Presbyterian New Year’s wish list: No state for the Jews?

Perhaps PCUSA can be excused for overlooking the consequences of the death of a Jewish state, since it has been just as blind to its own imminent demise.

Our Jerusalem (photo credit: SHARON GABAI)
Our Jerusalem
(photo credit: SHARON GABAI)
As Jews prepare for the days of awe, the High Holy Days when the Heavenly Court sits to decide everyone’s fate for the coming year, a study team of the Presbyterian Church USA convened in Washington, DC, to decide whether Israel, home to the largest Jewish population in the world ought to be dismantled.
Happy New Year, Jews!
In June 2014, PCUSA’s General Assembly narrowly voted to divest from three US companies doing business with Israel, effectively becoming the first mainline Protestant church to align itself with the global Boycott, Divestment and Sanctions movement whose objective is nothing less that planting a Palestinian flag in the corpse of a delegitimized Israel. Now, in parallel with the Palestinian Authority President Mahmoud Abbas’s threat to void the Oslo Accords that had set a two-state solution as its goal, these religious activists openly promote the end of a Jewish state.
This is hardly the first show of hostility that PCUSA has shown to Israel. It was first in passing a divestment measure a decade ago. It voted last year to remove the word “Israel” from prayers that used the biblical term; it has tolerated overt anti-Semitism on the pages of its Israel Palestine Mission Network; some of its leaders met in friendship with officials of terrorist Hezbollah.

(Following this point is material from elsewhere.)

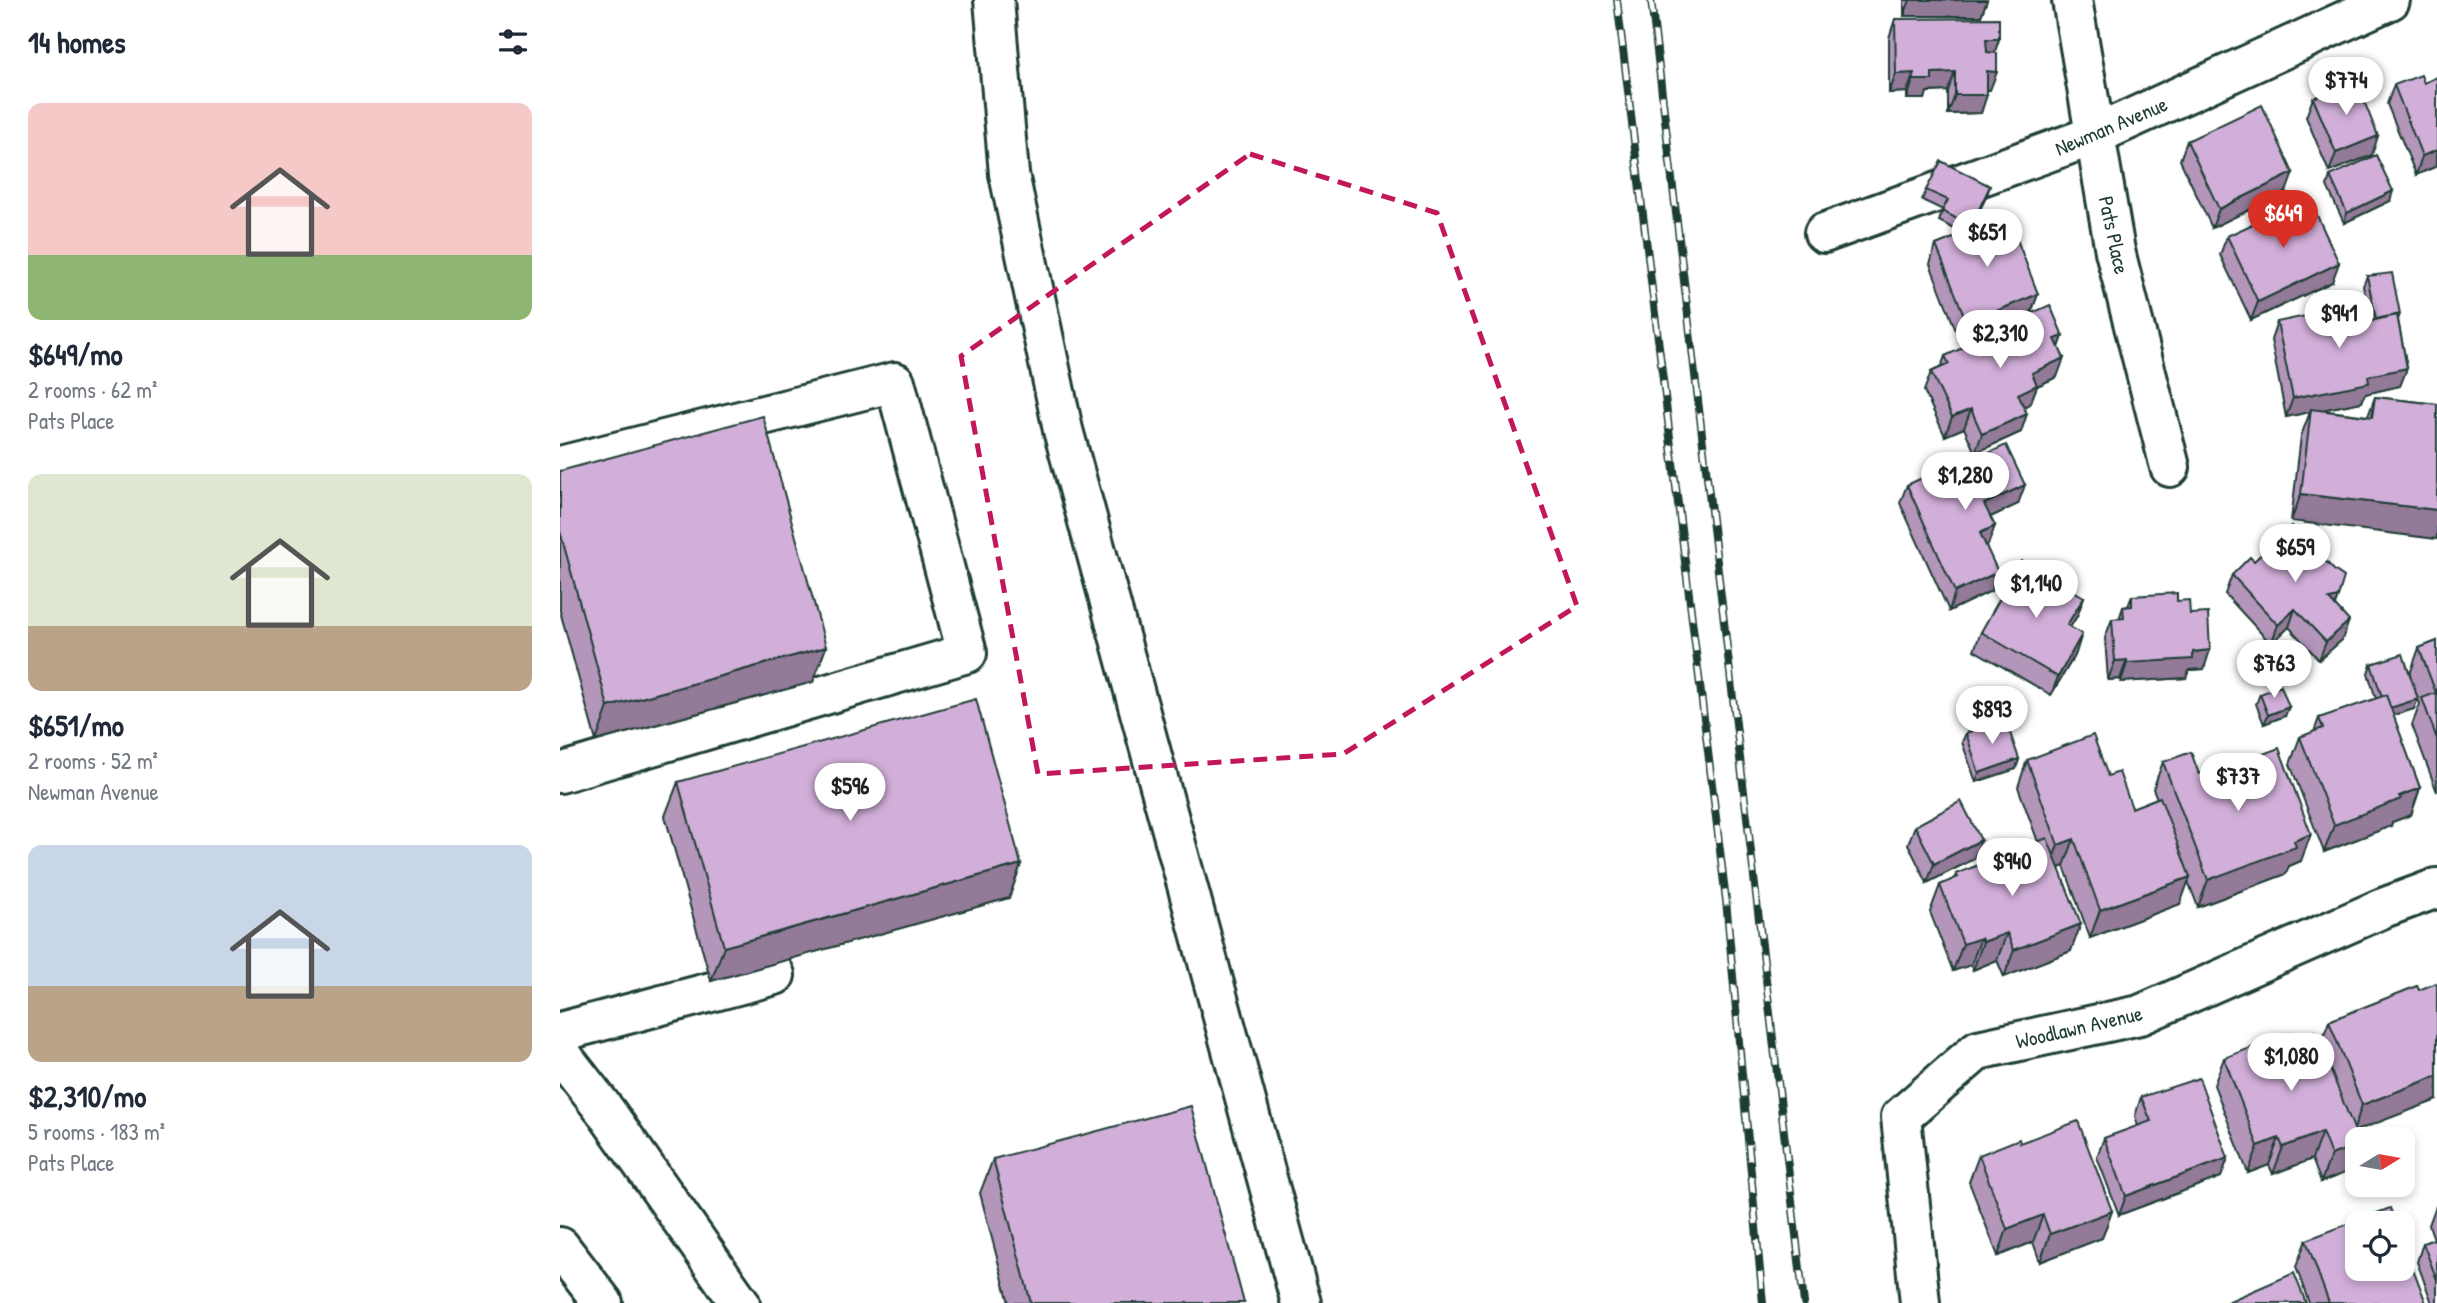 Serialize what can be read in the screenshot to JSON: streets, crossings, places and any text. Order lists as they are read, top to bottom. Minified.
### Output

In 2014, PCUSA approved a stealth resolution that called for denominational study of whether PCUSA’s support for a two-state solution in the Holy Land should be abandoned. Now the Advisory Committee on Social Witness Policy readies itself to recommend to the next General Assembly whether to embrace a so-called one-state solution.
There is no wiggle-room concerning the consequences of a one-state solution. Combined with a right of return for millions of Palestinians living for decades in Muslim countries, Jews would quickly become a minority in their own land. The lone Jewish state would cease to exist, its inhabitants left as secure as the Yazidis or Christians in Iraq.
Think of it. With the entire Middle East imploding; with historic Christian communities being ethnically cleansed; with Islamic State on the rampage; with war criminal President Bashar Assad still sitting atop his Damascus perch; with hundreds of thousands of Arab and Muslim migrants overwhelming Europe – PCUSA activists find the moral courage to embrace a path that will guarantee more chaos, more terrorism, more crimes against humanity and genocide.
Here are some facts. Were it not for Israel’s presence on the West Bank, Hamas would take over in a heartbeat. Does anyone doubt the consequences for Jewish communities on both sides of the former Green Line with Hamas unleashed without an IDF to intervene? Does anyone doubt that Islamic State and its Sinai-based allies would unleash their unique brand of mass murder on any Christian, Jew or Muslim standing in their path? And how many Jews could survive in the northern part of the Holy Land as Iran’s lackeys attacked from Lebanon and the Golan Heights?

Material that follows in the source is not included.